Input data:

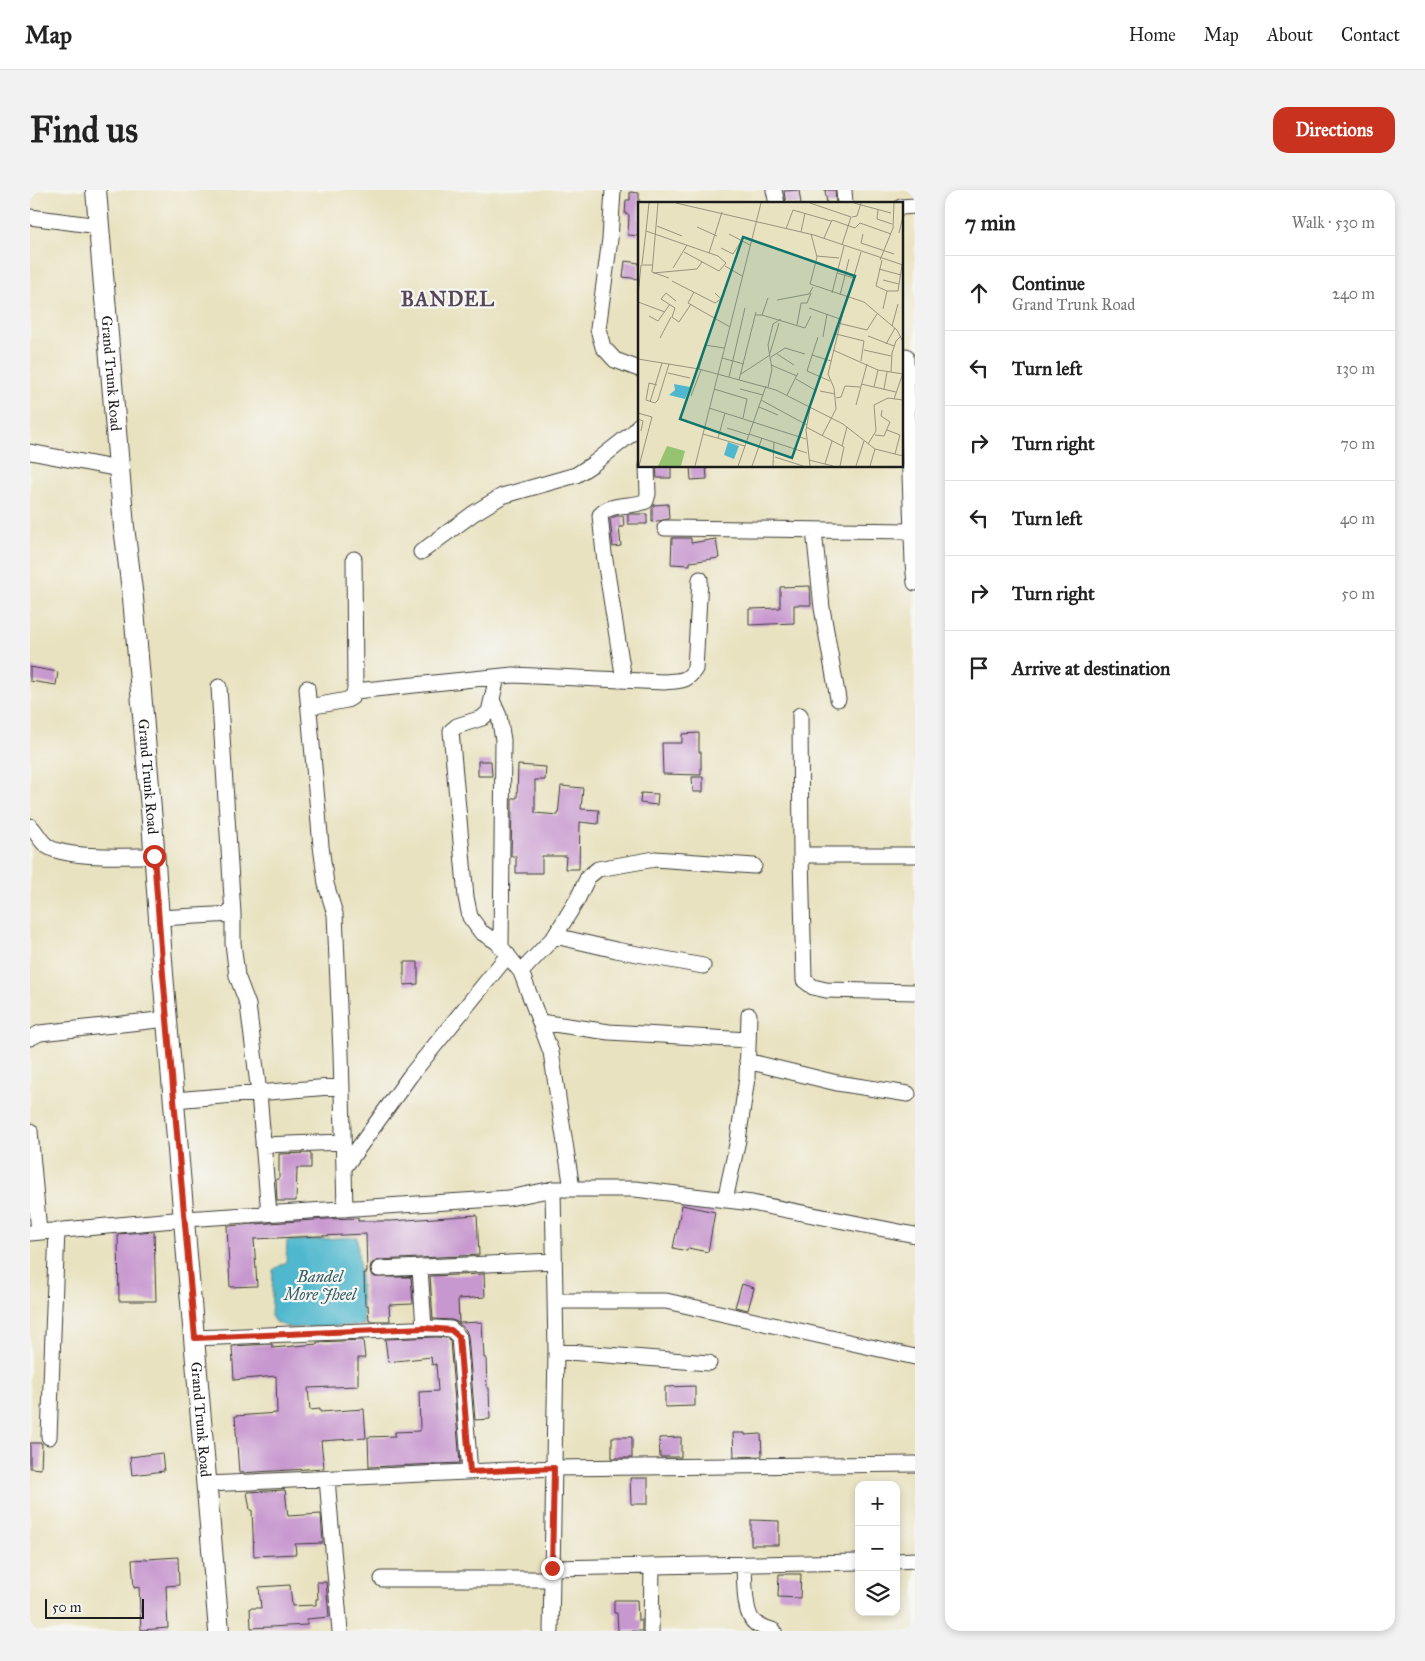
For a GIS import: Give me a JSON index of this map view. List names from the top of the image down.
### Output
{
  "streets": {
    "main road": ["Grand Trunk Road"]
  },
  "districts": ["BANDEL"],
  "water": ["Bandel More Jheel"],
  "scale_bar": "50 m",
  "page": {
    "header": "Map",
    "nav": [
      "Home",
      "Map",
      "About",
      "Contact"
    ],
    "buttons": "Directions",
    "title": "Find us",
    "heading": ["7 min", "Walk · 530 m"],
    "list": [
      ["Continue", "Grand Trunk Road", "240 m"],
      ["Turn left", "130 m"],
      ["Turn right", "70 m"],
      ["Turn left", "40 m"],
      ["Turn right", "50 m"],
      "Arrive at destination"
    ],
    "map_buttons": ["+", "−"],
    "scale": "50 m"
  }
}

==

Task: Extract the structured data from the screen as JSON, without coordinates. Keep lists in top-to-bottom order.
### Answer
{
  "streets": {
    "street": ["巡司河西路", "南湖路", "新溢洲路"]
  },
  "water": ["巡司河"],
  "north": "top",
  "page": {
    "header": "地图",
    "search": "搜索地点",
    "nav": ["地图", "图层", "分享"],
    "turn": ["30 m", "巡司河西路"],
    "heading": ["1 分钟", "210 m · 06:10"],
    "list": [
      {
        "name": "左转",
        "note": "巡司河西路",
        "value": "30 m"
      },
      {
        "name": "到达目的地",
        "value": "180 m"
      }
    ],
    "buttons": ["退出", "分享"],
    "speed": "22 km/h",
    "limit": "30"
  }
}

About this exercise: Report how many lines of the entries include the word "JSON", and let the number stand alone.

Answer for this exercise: 2